If you didn’t read “The Road Not Taken” in high school, you must have been home sick that day. It seems impossible than any American high schooler misses the opportunity to read and study this poem in an English class.

Make sure to read both The Road Not Taken and Stopping By Woods on a Snowy Evening.

Poet: Louise Glück (Adventure)

Once Poet-Laureate of the U.S., contemporary poet Louise Glück is an innovative poet who is still concrete. This makes her an unusual, but manageable, choice for a high school reader.

Try her poetry collections Faithful and Virtuous Night or A Village Life.

Drama

Playwright: Shakespeare (Standard or Adventure)

Every student needs to read Shakespeare in high school. Notorious for his complex language, Shakespeare is more digestible in performance than on the page. Try any of the famous film adaptations of his plays as interesting complements to the original texts.

To meet the standard requirements for a high school reading list, read both a comedy and a tragedy. Take your pick of Romeo and Juliet, Hamlet, or Macbeth for tragedies. Enjoy a happy ending with Much Ado About Nothing, A Midsummer Night’s Dream, or Twelfth Night.

Already familiar with The Bard? Try one of Shakespeare’s lesser known plays for an adventure: The Tempest, Henry V, The Winter’s Tale, Titus Andronicus.
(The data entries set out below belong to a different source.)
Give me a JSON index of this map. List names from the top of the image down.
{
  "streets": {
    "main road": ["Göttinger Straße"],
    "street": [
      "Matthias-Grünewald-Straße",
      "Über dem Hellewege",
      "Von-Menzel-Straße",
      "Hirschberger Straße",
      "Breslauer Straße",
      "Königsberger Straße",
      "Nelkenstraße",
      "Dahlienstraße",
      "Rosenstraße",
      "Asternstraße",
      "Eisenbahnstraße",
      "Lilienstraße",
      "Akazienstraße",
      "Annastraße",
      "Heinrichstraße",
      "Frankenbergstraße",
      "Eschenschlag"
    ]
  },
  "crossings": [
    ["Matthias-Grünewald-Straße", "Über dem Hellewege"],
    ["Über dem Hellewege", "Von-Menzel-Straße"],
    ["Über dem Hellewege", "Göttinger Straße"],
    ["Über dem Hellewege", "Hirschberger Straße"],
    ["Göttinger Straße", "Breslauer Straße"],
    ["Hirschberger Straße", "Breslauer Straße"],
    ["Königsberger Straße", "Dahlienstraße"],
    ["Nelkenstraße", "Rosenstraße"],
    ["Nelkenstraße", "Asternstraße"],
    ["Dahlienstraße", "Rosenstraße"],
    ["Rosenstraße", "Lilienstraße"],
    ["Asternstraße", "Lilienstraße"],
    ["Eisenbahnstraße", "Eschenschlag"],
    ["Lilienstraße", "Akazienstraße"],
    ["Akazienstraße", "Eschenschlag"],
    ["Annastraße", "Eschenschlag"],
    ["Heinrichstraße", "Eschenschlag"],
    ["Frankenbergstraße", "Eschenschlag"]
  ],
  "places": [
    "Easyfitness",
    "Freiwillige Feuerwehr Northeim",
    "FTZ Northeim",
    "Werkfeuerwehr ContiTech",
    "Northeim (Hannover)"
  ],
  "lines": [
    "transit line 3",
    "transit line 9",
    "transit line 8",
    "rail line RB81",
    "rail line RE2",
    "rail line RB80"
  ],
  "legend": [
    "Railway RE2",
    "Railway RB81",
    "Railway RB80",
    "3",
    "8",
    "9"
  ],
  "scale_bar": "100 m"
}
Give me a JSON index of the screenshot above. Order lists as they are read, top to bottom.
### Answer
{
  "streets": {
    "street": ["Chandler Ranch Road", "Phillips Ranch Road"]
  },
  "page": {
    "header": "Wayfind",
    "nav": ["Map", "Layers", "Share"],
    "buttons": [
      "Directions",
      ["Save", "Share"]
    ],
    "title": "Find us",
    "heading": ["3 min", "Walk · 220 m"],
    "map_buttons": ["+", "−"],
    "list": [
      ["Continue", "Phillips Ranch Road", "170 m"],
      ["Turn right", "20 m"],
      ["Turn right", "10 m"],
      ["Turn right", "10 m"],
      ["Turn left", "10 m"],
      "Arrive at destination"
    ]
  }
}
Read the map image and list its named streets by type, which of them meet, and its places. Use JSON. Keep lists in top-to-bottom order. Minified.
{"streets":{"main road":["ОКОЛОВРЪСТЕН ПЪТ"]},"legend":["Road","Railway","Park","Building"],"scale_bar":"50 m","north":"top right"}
Playwright: Sophocles (Standard)

Sophocles was a great classical Greek playwright who shaped theater for centuries to come. This three dark plays set in Thebes–Oedipus Rex, Oedipus at Colonus, and Antigone–are referenced throughout Western literature.

Antigone is a standard high school assignment.

Playwright: Tom Stoppard (Adventure)

Up for a challenge? Try one of the cerebral and complex plays of widely-popular contemporary playwright Tom Stoppard.

Rosencranz and Guildenstern Are Dead and Arcadia have appeared as very successful stage revivals in recent years.